◆ HOW TO COMPLETE THIS TASK:
Lines with the word "white" are the answer; copy each of them from the data below.

(DATA SECTION Opens)

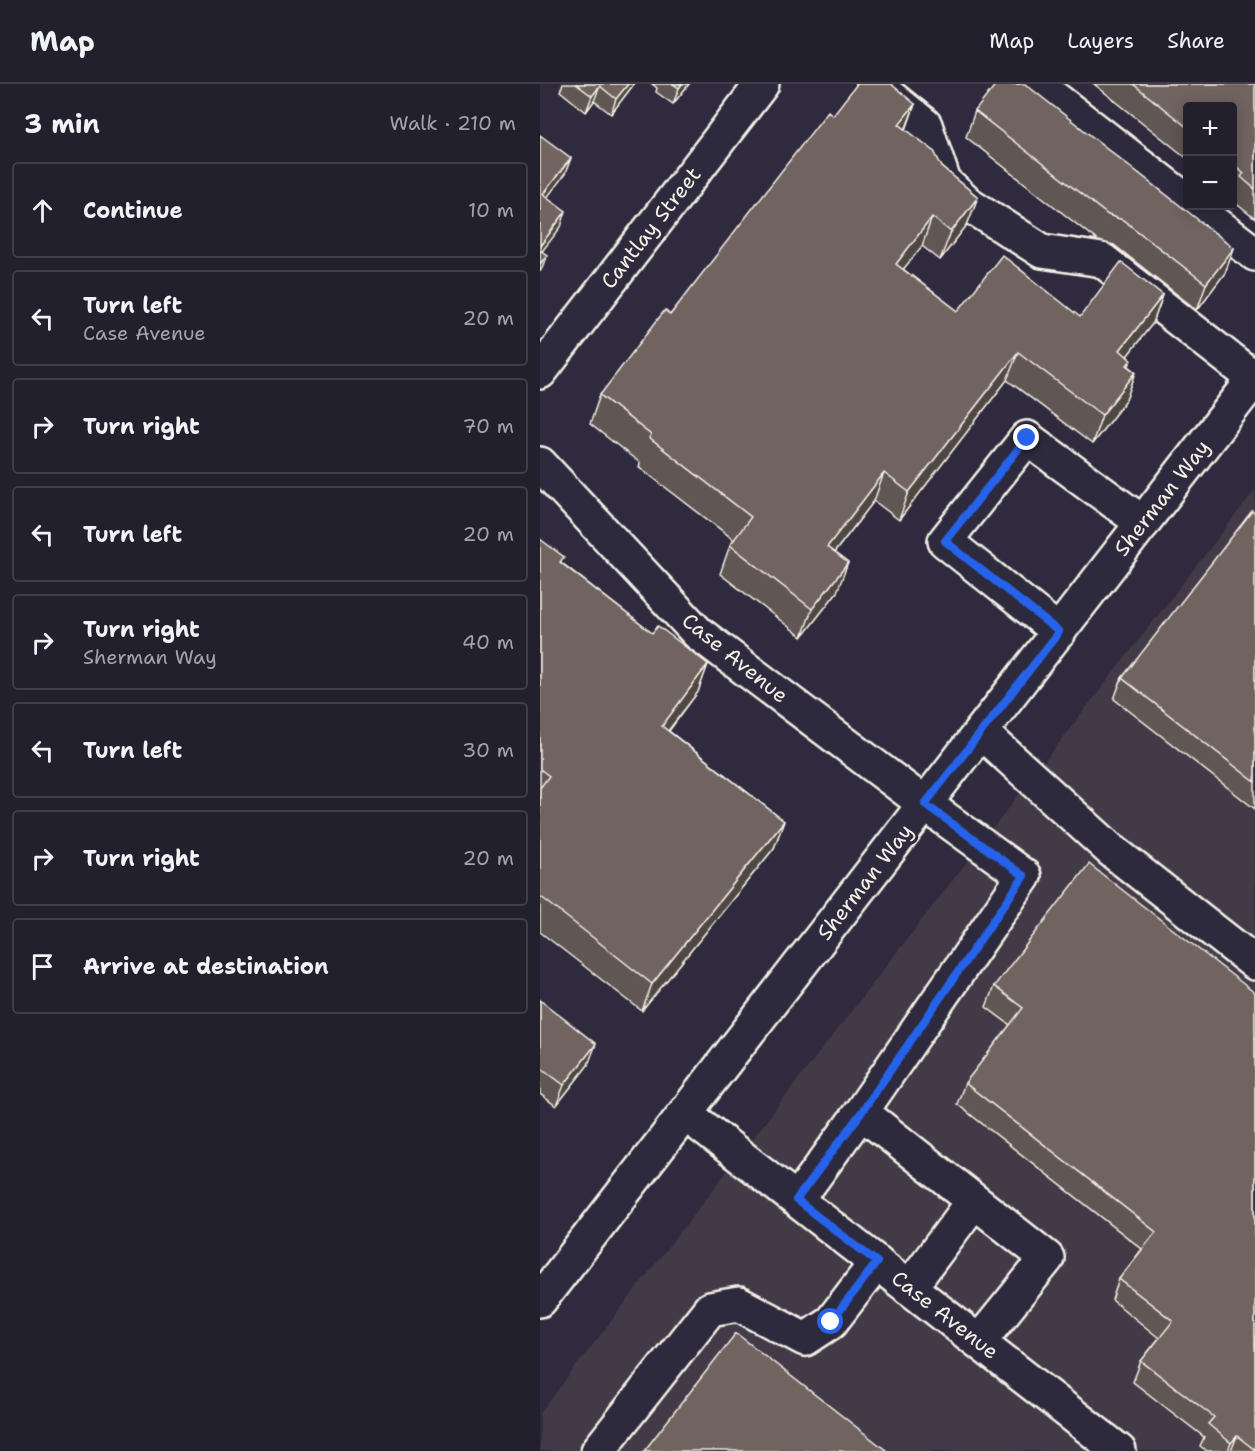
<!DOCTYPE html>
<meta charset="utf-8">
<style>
:root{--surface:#23202e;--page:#2f2d3a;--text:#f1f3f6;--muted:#a3a3aa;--line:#403e4a}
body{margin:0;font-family:"Shantell Sans",sans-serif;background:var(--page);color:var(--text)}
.controls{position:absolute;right:18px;top:18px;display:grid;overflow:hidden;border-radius:6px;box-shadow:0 3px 15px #0003}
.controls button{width:54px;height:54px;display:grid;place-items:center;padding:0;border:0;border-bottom:2px solid var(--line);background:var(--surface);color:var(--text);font:30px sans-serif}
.stop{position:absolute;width:18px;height:18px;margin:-14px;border:4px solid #2563eb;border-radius:50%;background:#fff}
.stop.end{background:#2563eb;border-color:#fff;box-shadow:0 2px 6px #0008}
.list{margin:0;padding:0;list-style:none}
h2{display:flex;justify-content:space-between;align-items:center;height:78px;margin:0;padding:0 24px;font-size:26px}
h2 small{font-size:20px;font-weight:400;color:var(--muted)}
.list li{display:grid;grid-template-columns:39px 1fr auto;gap:18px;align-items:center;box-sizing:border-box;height:96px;margin:0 12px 12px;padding:0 12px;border:2px solid var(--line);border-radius:6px}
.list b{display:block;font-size:22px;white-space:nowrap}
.list p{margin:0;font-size:20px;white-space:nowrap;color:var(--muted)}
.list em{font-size:20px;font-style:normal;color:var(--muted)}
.icon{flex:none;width:33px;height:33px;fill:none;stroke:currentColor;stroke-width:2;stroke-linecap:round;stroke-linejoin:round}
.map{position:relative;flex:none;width:715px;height:1367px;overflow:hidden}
header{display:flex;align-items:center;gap:36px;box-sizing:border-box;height:84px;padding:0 30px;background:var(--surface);border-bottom:2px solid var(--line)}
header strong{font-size:28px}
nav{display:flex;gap:33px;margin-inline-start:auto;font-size:21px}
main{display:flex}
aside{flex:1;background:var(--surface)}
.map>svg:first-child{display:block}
</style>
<header>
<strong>Map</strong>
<nav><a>Map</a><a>Layers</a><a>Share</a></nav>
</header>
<main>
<aside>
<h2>3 min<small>Walk · 210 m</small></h2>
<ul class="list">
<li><svg class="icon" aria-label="ahead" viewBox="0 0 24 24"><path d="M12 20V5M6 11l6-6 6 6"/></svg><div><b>Continue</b></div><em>10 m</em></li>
<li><svg class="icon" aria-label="left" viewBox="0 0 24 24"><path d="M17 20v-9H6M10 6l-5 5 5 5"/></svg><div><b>Turn left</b><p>Case Avenue</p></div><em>20 m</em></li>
<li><svg class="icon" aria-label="right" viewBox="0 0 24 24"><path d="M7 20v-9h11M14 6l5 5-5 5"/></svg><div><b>Turn right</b></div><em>70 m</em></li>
<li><svg class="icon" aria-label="left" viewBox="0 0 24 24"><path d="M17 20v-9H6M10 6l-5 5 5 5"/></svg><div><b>Turn left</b></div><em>20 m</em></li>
<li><svg class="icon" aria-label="right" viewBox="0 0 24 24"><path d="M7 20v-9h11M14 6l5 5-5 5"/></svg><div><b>Turn right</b><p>Sherman Way</p></div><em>40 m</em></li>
<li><svg class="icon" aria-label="left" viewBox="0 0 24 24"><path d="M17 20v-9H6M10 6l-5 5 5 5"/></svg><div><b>Turn left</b></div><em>30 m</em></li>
<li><svg class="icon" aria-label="right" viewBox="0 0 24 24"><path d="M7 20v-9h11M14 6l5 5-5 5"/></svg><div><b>Turn right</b></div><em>20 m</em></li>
<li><svg class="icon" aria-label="arrive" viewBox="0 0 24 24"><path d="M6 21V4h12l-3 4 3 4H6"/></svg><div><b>Arrive at destination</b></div></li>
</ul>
</aside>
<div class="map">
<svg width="715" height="1367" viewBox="0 0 715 1367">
<rect width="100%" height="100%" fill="#2f2a3d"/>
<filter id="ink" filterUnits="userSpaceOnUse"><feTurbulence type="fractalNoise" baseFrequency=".0167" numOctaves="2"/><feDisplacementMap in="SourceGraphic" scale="12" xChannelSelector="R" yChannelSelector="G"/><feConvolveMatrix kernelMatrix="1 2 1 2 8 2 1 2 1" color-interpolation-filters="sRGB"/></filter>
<g filter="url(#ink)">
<path fill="#433b47" d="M 715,406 L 715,1367 L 0,1367 L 0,1329 Z"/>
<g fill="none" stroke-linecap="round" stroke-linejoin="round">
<g stroke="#f4f1e8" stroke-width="38">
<path id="minor" d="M 334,0 L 385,41 L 404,98 L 427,119 L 502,167 L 562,176 L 715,295
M 496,0 L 648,118
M 653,122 L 715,170
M 0,288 L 222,0
M 0,380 L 158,549 L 385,720 L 484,792 L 321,1028 L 257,1116
M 519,548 L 405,457 L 487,354 L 603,439
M 441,648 L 571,766 L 715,879
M 321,1028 L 507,1174 L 439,1258
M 146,1030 L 579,1367
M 369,1204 L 434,1117
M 58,1367 L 170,1225 L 199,1220 L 265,1255 L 291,1238 L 337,1178"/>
</g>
<g stroke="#f4f1e8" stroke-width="38">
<path id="major" d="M 0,1216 L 715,294"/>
</g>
<use href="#minor" stroke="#2f2a3d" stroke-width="33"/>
<use href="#major" stroke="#2f2a3d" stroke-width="33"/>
</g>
<path fill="#615652" stroke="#f4f1e8" stroke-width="1.5" d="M 23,0 L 94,0 L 71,30 L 54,17 L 46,28 L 20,7 Z
M 112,0 L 149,0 L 133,20 L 116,8 L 117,4 Z
M 554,0 L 715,0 L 715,135 L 693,117 L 694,112 L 693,111 L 693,22 L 648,22 L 648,75 Z
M 375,20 L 366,46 L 402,83 L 438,113 L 427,141 L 400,176 L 382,162 L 363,185 L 418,227 L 540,233 L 623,211 L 613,239 L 587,272 L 591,276 L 589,282 L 596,288 L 586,316 L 552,360 L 467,296 L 359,436 L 334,417 L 294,469 L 297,508 L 262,553 L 180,490 L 190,461 L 194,456 L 99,383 L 100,379 L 50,340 L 60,311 L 130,231 L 293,31 Z
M 435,27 L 694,164 L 685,189 L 657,226 L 574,161 L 558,157 L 426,53 Z
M 715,430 L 715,725 L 574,615 L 582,594 Z
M 0,455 L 22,479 L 112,549 L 168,580 L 158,608 L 129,647 L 244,737 L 234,764 L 102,927 L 0,848 Z
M 454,902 L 715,909 L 715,1367 L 667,1367 L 660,1362 L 664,1353 L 593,1298 L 601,1277 L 619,1254 L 572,1216 L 579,1195 L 602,1165 L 417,1020 L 425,999 L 470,941 L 446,923 Z
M 0,916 L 48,981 L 16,1022 L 0,1010 Z"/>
<path fill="#4f4642" stroke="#f4f1e8" stroke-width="1.5" d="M 88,0 L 94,0 L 71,30 L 76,15 Z
M 142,0 L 149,0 L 133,20 L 139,4 Z
M 60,2 L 54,17 L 46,28 L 52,12 Z
M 375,20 L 364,49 L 359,40 Z
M 31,74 L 25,90 L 0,123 L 3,110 Z
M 438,113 L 427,141 L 400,176 L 411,148 Z
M 26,127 L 21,143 L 0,170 L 0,162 Z
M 392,133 L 382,162 L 345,208 L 356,180 Z
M 694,164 L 685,189 L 657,226 L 666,200 Z
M 7,171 L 1,186 L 0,188 L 0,180 Z
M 623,211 L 613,239 L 569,295 L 580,266 Z
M 478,268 L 467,296 L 359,436 L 369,408 Z
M 596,288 L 586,316 L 552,360 L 562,331 Z
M 344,389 L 334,417 L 276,492 L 287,463 Z
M 308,479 L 297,508 L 262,553 L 272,525 Z
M 168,580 L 158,608 L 111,669 L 122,642 Z
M 244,737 L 234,764 L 102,927 L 112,900 Z
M 56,960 L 48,981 L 16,1022 L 24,1001 Z
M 697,1352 L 691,1367 L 688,1367 L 691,1359 Z"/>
<path fill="#71645f" stroke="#f4f1e8" stroke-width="1.5" d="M 36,0 L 88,0 L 76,15 L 60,2 L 52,12 Z
M 133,0 L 142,0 L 139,4 Z
M 317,0 L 351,0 L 375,20 L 359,40 L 394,67 L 402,83 L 438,113 L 411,148 L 392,133 L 356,180 L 418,227 L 462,171 L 540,233 L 581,178 L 623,211 L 580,266 L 591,276 L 587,281 L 596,288 L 562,331 L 478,268 L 369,408 L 344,389 L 287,463 L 308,479 L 272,525 L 190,461 L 211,433 L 109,354 L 111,351 L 60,311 L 125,226 L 130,231 L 288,27 L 293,31 Z
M 456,0 L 485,0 L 694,164 L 666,200 L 583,136 L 568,131 L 435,27 Z
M 593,0 L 715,0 L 715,105 L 701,93 L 704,89 L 693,80 L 693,22 L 648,22 L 648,44 Z
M 0,51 L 31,74 L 3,110 L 26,127 L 0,162 Z
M 0,166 L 7,171 L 0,180 Z
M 712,427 L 715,430 L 715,698 L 582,594 Z
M 0,455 L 24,473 L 20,478 L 112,549 L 118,542 L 168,580 L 122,642 L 244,737 L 112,900 L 0,812 L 0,704 L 9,692 L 0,685 Z
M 549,780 L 715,909 L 715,1366 L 697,1352 L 691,1359 L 668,1340 L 674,1333 L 601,1277 L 633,1237 L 579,1195 L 616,1148 L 425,999 L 483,924 L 454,902 Z
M 0,916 L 56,960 L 24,1001 L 0,983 Z
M 196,1249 L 347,1367 L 104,1367 Z"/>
</g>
<g fill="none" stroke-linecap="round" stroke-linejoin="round" filter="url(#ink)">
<path stroke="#2563eb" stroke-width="8" d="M 291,1238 L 337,1178 L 256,1116 L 321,1029 L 484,792 L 385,720 L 519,548 L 405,457 L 487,354"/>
</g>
<g text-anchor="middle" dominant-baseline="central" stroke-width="6" stroke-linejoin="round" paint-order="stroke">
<g font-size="21" fill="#f4f1e8" stroke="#2f2a3d">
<text transform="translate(111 144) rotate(-52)">Cantlay Street</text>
<text transform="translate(622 414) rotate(-52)">Sherman Way</text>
<text transform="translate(195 574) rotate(39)">Case Avenue</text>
<text transform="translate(325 798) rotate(-52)">Sherman Way</text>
<text transform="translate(405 1231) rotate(38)">Case Avenue</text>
</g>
</g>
</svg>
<div class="controls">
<button>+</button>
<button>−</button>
</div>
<div class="stop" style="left:291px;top:1238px"></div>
<div class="stop end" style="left:487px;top:354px"></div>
</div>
</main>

(DATA SECTION Closes)

◆ TASK OUTPUT:
.list b{display:block;font-size:22px;white-space:nowrap}
.list p{margin:0;font-size:20px;white-space:nowrap;color:var(--muted)}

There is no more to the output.